Con la diminuzione del numero dei senatori, ci saranno Regioni, magari più piccole, che correrebbero il rischio di essere sotto-rappresentate?
“Fino a adesso le Regioni di medie dimensioni potevano ottenere, dalle elezioni politiche, un minimo di sette seggi a Palazzo Madama. Se al referendum vincessero Sì, otterebbero tre seggi.Ma va chiarito che, di fronte a una media complessiva di circa un seggio ogni 300 mila abitanti, una Regione come l’Umbria avrà, ad esempio, un seggio 1 ogni 295mila abitanti e la Basilicata uno ogni 193 mila. Sarebbe sicuramente preferibile avere circoscrizioni pluriregionali, ipotesi che potrebbe realizzarsi se passerà uno dei correttivi costituzionali in discussione alla Camera. In questa maniera si rimedierà a un inconveniente, cioè che vengano rappresentate in ogni Regione solo le prime due forze politiche”.
Con un eventuale taglio dei parlamentari cambierà qualcosa per i candidati e gli elettori delle circoscrizioni estere?
“Si tratta di circoscrizioni già vastissime per dimensioni, abbracciando già più continenti. Con la riduzione di senatori e deputati diventeranno ancora più estese, ma sono certo che il modo migliore di rappresentare gli italiani all’estero non sia quello non di incentivare un voto per i collegi italiani, ma di creare una rappresentanza a parte, questione già molto discussa in questi anni”.
L’election day provocherà problemi di affluenza al referendum nelle Regioni dove non si voterà per eleggere il governatore?
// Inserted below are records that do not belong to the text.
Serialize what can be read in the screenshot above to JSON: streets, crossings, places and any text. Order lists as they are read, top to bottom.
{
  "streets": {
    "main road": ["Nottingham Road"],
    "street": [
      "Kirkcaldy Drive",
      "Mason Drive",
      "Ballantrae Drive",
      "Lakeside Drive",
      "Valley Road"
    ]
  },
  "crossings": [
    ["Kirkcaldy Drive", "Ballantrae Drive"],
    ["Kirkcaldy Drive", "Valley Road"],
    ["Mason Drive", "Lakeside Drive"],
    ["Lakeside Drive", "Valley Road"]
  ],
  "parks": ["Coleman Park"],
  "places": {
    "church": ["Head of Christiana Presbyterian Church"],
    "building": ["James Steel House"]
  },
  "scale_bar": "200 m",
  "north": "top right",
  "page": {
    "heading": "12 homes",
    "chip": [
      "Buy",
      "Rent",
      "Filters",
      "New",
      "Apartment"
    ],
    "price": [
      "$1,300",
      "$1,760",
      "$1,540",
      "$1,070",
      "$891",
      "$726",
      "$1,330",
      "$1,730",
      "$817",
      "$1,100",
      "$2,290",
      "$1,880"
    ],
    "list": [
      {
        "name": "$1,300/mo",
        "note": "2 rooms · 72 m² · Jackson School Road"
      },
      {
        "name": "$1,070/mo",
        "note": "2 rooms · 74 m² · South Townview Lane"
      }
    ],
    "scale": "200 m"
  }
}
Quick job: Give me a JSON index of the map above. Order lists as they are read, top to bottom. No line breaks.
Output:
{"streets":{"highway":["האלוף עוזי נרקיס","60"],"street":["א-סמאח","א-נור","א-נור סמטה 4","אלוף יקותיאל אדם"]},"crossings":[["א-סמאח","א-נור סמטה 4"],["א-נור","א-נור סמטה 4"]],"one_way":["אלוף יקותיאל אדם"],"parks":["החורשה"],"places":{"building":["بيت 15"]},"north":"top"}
“L’accorpamento delle elezioni regionali e comunali con il referendum nelle stesse giornate comporterà una maggiore partecipazione di quella che ci sarebbe stata se il referendum si fosse svolto da solo, cosa che peraltro avrebbe causato un’ulteriore chiusura delle scuole. La Corte costituzionale ha dal canto suo rifiutato le obiezioni di legittimità della scelta”.
La campagna informativa del referendum sarà schiacciata da quella delle elezioni amministrative in alcuni territori italiani?
“Sarà importante lavorare per dare uguale dignità a entrambe le consultazioni”.